Fisher's View- Fleet Race Final - The End at San Diego
by Bob Fisher on 21 Nov 2011
Bob Fisher, one of the worlds top international yachting journalists, and certainly the top writer on the America's Cup, is in San Diego for the Third round of the America's Cup World Series.
San Diego America’s Cup World Series - Racing Day 5 - Fleet Race ACEA - Photo Gilles Martin-Raget http://photo.americascup.com/
Bob is a multihuller from way back, having competed for Britain in the Little America's Cup and has been covering the America's Cup since 1967.
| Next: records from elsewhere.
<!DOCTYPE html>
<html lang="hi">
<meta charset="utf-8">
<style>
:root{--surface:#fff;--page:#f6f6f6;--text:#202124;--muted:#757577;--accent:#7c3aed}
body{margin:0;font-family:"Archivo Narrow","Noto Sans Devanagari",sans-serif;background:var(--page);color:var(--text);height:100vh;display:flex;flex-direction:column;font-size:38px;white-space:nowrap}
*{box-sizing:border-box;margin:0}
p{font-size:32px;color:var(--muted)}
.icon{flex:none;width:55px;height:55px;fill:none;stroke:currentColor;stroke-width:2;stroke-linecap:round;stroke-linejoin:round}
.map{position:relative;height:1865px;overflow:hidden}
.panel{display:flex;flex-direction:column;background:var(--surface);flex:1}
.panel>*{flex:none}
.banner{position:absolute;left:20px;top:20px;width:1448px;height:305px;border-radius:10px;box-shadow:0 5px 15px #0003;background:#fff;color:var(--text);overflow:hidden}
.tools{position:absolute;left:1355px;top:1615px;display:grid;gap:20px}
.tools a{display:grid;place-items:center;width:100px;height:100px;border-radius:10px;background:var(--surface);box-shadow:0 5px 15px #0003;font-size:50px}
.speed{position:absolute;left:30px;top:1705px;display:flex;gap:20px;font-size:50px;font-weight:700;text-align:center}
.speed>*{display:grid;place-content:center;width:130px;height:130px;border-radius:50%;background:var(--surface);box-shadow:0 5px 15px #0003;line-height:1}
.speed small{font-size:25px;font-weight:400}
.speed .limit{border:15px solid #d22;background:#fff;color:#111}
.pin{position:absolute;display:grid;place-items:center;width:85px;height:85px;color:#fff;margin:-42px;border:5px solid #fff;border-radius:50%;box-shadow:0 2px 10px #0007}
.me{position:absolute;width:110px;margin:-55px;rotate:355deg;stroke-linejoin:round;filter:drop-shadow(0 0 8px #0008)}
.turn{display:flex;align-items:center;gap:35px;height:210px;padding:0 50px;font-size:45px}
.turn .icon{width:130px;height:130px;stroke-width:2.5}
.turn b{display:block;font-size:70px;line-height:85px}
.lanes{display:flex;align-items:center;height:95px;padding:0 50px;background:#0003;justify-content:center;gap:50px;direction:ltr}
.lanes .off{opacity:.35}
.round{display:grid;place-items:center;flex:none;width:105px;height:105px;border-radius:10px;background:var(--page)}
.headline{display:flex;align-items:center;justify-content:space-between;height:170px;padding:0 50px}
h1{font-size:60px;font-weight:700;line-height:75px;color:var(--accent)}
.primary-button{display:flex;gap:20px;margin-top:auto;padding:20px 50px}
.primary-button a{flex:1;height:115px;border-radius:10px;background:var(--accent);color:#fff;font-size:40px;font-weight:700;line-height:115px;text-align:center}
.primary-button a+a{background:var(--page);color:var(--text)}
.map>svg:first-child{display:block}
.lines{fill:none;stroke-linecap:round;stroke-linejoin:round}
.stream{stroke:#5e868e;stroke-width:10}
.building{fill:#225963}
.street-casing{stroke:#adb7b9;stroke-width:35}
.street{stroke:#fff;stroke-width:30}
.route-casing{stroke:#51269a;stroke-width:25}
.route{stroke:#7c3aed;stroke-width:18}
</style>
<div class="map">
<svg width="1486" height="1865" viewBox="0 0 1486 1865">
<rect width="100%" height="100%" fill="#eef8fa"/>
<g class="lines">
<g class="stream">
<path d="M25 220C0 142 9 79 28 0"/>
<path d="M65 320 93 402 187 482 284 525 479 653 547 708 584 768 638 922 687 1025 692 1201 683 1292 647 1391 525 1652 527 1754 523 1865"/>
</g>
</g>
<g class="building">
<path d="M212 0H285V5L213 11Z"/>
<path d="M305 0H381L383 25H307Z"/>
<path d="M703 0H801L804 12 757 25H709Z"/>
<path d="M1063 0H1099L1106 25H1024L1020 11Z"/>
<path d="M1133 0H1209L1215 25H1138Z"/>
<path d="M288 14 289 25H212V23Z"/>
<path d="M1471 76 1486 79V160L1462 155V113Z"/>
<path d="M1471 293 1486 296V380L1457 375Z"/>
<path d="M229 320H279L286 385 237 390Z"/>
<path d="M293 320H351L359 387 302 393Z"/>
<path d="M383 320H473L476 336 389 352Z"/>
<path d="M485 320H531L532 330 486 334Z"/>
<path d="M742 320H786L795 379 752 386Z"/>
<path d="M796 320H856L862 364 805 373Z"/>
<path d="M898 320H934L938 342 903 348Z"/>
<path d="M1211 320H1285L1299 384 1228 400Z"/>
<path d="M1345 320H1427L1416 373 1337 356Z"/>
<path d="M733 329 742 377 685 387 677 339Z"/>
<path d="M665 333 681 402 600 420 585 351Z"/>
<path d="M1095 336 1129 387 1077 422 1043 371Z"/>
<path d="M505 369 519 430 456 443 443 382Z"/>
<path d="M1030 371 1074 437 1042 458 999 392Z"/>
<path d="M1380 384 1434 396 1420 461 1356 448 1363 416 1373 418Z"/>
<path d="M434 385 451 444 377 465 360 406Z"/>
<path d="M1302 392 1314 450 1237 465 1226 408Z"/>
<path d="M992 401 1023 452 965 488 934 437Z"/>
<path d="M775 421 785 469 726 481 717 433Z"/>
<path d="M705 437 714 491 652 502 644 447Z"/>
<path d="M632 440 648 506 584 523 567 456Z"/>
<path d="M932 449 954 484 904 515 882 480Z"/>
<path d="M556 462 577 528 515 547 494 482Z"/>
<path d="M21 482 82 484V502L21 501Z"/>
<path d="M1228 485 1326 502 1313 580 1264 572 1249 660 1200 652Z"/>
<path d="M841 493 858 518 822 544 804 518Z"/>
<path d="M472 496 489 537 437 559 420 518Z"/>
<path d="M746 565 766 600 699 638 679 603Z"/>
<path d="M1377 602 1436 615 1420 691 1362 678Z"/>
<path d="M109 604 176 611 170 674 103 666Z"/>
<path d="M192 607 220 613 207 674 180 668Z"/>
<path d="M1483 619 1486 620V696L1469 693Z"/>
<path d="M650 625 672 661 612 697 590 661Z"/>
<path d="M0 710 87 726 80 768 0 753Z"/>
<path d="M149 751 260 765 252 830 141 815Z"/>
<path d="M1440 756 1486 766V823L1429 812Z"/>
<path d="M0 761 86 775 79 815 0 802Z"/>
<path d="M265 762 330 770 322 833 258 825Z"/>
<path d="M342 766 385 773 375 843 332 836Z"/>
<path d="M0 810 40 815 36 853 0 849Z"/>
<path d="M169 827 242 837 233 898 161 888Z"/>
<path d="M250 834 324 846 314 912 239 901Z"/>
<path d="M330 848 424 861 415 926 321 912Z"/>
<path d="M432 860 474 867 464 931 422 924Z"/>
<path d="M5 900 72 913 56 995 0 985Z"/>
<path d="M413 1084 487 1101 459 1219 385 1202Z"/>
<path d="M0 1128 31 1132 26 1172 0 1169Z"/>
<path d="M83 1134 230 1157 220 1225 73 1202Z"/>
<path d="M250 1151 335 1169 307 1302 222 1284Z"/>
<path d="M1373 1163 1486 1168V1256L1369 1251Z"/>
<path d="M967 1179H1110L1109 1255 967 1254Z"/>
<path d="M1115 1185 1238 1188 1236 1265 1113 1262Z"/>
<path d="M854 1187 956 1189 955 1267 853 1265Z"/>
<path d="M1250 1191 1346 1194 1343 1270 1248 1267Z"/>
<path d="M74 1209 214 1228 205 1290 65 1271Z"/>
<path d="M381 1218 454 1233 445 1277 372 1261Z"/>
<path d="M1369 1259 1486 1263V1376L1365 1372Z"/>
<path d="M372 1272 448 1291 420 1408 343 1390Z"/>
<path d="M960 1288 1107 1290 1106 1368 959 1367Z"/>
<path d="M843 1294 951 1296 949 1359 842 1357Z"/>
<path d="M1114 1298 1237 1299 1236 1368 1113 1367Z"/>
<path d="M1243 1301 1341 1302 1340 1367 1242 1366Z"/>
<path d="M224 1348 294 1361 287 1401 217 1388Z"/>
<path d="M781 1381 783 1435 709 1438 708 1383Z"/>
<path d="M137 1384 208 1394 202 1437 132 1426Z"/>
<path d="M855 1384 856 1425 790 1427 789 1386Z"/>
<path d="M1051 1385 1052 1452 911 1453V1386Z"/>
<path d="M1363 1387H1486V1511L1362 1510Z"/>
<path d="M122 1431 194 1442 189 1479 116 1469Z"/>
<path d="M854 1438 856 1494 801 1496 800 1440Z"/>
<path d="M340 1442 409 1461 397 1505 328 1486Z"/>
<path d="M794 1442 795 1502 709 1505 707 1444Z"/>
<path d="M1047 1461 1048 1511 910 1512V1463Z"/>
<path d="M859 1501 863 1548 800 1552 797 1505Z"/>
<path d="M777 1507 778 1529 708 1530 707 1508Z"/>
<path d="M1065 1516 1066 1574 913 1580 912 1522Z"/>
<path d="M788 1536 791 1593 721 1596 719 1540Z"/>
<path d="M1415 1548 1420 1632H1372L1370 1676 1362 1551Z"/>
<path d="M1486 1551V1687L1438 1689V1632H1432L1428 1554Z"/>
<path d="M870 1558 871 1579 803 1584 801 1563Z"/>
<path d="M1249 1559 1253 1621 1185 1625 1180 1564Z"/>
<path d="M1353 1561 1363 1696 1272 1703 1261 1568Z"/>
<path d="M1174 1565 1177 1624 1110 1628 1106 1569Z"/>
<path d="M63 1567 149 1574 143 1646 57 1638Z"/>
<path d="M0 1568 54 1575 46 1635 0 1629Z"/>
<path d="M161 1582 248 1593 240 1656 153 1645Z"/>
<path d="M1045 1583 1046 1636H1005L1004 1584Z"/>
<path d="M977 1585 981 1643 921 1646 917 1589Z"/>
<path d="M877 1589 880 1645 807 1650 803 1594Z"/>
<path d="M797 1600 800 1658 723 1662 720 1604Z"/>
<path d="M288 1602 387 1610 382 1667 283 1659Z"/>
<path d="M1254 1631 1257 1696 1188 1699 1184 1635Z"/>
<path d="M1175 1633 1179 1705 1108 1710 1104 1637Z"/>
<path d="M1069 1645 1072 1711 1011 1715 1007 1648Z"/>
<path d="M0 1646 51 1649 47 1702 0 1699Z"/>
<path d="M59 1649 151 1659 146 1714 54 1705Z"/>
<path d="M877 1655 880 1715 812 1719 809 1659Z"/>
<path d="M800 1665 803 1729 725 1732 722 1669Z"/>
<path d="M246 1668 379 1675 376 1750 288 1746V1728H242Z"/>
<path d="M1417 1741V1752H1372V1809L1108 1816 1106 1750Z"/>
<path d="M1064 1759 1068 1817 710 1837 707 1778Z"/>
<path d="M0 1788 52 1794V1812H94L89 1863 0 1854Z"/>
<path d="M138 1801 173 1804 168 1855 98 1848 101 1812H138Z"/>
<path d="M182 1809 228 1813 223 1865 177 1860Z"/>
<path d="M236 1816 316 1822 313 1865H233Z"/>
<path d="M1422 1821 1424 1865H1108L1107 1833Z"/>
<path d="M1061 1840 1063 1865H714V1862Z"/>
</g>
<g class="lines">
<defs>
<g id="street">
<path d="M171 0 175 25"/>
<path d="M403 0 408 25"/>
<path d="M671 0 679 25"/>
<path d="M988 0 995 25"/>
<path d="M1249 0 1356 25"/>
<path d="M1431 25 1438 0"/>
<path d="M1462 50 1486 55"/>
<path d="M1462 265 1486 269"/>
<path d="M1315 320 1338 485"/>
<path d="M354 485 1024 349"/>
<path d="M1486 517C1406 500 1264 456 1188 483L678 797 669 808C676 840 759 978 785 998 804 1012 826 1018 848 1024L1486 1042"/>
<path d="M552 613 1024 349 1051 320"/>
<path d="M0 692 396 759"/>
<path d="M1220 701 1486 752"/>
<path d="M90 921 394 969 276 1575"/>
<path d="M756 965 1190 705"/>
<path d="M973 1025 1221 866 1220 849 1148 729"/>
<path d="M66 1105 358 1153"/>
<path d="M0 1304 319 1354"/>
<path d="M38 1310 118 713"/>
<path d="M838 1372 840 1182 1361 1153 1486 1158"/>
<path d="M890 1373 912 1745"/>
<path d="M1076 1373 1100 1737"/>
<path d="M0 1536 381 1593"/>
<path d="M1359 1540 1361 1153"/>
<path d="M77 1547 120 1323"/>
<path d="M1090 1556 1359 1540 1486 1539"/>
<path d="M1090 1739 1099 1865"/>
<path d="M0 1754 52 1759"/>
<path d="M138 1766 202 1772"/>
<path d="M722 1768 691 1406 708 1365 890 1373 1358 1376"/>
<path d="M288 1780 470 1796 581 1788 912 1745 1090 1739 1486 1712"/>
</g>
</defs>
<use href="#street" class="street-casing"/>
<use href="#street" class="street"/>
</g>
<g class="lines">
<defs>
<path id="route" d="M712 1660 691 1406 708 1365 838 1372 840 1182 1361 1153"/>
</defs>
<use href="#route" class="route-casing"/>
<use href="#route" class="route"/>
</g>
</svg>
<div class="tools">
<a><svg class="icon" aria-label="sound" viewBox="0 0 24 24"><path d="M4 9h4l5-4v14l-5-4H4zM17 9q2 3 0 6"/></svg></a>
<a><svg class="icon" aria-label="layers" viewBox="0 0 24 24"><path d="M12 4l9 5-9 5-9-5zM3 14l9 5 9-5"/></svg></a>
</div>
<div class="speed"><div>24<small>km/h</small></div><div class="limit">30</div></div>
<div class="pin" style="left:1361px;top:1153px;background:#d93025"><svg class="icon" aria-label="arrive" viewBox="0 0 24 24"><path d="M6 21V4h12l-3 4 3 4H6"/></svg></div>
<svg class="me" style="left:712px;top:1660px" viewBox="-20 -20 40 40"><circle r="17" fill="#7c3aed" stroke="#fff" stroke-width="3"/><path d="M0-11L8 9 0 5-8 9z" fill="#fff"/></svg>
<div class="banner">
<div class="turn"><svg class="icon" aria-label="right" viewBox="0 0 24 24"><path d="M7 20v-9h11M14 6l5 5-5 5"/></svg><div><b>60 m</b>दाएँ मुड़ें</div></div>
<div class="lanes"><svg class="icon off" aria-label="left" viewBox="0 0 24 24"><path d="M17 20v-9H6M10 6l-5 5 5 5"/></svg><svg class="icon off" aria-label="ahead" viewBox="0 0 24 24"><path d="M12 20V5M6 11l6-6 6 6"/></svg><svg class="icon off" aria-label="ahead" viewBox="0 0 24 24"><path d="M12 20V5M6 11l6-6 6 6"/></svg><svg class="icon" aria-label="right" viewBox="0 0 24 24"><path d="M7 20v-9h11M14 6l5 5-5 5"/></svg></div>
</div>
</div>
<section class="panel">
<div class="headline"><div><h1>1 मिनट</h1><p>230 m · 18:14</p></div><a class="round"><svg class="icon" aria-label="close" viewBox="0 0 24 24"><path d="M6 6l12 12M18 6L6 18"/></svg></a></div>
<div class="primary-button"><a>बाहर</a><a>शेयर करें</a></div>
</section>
Dear Diary – Day 7 - America's Cup World Series - San Diego, California, USA
Just as he had promised the boss, Larry Ellison, Jimmy Spithill delivered the double championship victory in San Diego when he added the winner-takes-all Fleet Racing Championship to the Match Racing Championship that he had won the previous day, taking Oracle Racing 4 (Spithill) to within a point of Emirates Team New Zealand in the overall season’s standings.
'We really wanted the double,' said Spithill after the race, 'and having Larry with us was a bonus. When he’s with us the crew gets a lift. I’ve raced against him [in RC-44s] and he is a fierce competitor, and it spills over when he’s on board.' When it came to the 'Moet Moment' and the champagne was being sprayed, Ellison came in for a fair amount of the horseplay.
A session of speed trials preceded the fleet race and with around 18 knots of breeze the times were fast. Oracle Racing Teams were the stars of that too, but Jimmy Spithill’s performance was eclipsed by his new team-mate, Darren Bundock with Russell Coutts’ vintage crew (for whom 50 is the new 30) in Oracle Racing 5 by just one tenth of a second at a speed of 26.87 knots over the 500-metre course.
It was the fastest time so far recorded over the course at any of the America’s Cup World Series regattas so far. That, possibly, was due to a steady and for San Diego, breeze that peaked around 20 knots. Certainly the Oracle Racing Team had the hammer down when the breeze was at its best.
Then came a pause while we all waited for the big event of the day, but the sight of nine AC-45s charging for the line was, or would have been to a lesser scribe, totally indescribable. However, the colourful wings of the nine catamarans carving white wakes toward the starting line, all in a row athwartships, with not one breaking the line early, was indeed one that will be remembered.
Dean Barker with Emirates Team New Zealand (third in the speed trials) was the early leader. Jimmy Spithill had attempted to come up from leeward but Barker and his crew held firm and while the Oracle Racing team called a protest for water at the first mark, the umpires ruled in ETNZ’s favour. Downwind they went to the first gate (Mark 2) where the Kiwis still led from Oracle Racing 4, Aleph, Energy Team and Artemis Racing.
Energy Team tacked early to go to the right and Artemis Racing went with her. Darren Bundock, the speed king, was penalised for tacking too close and went to the back of the pack. Artemis made big gains to lead through the weather gate from Energy Team, Oracle Racing 4 and Aleph with ETNZ just hanging on to the leaders.
Oracle Racing 4 moved to the front early on the next downwind leg as the wind temporarily dropped from 18 to 15 knots, and led through the leeward gate from Artemis, Team Korea and Energy Team. Hutchinson ad his team on Artemis had a nasty foul-up with the jib and failed to clear it with a tack and was forced to gybe away to clear the top two battens in the sail from the forestay. Painful. They lost places wholesale.
Oracle Racing 4 opened a 300-metre lead amounting to 28 seconds through the downwind gate and then gained more on the right had side of the upwind leg, although ETNZ struck back on this beat and held second place from Team Korea and the Energy Team.
Spithill and his crew were untroubled for the rest of the race and finally finished 48 seconds clear of ETNZ, but behind them there was a nail-biting finish between the two French boats with Energy Team, skippered by Yann Guichard, sneaking across the line one second ahead of Pierre Pennec with Aleph in fourth place. Team Korea who had been challenging for the podium, dropped back to fifth. The surpise was that Oracle Racing 5, skippered by Darren Bundock was last.